- **Exercise description**:
Search the entries below for the word "Christie" and copy each line that has it.

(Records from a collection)
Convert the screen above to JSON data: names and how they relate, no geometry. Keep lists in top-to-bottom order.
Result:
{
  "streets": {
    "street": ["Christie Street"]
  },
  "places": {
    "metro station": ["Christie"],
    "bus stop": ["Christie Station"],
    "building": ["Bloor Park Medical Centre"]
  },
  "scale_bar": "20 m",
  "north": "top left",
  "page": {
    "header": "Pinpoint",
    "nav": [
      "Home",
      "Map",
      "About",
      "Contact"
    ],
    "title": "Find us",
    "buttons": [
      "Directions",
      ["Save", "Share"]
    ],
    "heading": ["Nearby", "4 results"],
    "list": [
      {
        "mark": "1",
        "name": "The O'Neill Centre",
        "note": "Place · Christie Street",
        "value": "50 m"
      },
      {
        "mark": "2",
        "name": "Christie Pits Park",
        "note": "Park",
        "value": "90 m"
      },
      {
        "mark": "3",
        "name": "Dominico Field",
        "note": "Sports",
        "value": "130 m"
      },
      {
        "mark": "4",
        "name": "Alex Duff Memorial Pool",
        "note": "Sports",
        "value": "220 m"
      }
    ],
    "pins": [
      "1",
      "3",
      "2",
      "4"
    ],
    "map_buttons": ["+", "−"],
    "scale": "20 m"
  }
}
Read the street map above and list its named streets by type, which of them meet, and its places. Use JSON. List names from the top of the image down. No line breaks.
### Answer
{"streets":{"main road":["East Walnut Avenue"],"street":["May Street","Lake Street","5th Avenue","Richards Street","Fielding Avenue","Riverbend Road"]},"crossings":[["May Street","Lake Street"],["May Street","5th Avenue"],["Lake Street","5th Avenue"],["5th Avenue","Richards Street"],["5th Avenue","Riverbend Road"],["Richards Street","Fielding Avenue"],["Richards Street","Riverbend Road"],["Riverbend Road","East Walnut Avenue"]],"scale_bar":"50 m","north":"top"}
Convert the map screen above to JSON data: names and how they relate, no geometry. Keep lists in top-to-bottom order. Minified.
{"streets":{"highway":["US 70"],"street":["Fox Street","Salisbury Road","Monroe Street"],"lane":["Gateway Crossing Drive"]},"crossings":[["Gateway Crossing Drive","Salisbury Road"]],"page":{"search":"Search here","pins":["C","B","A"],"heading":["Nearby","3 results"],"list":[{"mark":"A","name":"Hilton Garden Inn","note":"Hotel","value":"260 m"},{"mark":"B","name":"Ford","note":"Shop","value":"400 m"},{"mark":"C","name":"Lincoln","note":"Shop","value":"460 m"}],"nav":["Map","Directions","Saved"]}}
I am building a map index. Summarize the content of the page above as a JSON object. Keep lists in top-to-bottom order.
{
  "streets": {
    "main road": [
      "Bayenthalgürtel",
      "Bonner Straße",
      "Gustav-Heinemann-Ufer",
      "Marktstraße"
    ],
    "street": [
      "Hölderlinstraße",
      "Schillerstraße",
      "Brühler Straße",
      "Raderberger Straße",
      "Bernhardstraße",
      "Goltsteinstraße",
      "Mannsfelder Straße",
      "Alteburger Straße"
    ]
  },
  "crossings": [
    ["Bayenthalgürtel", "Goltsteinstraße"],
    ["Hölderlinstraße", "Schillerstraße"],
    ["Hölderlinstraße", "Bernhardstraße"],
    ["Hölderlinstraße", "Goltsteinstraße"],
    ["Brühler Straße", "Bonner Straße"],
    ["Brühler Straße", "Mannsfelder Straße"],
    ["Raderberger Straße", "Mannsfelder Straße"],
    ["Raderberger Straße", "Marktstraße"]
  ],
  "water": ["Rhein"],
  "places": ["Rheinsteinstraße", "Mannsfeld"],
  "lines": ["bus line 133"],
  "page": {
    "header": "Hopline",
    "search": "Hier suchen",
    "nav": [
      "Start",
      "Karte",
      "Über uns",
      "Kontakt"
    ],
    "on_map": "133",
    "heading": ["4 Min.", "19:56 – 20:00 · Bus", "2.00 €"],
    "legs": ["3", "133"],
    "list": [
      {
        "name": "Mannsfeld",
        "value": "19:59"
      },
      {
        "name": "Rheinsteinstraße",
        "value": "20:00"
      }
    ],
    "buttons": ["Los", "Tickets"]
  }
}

- **Output of the exercise**:
    "street": ["Christie Street"]
    "metro station": ["Christie"],
    "bus stop": ["Christie Station"],
        "note": "Place · Christie Street",
        "name": "Christie Pits Park",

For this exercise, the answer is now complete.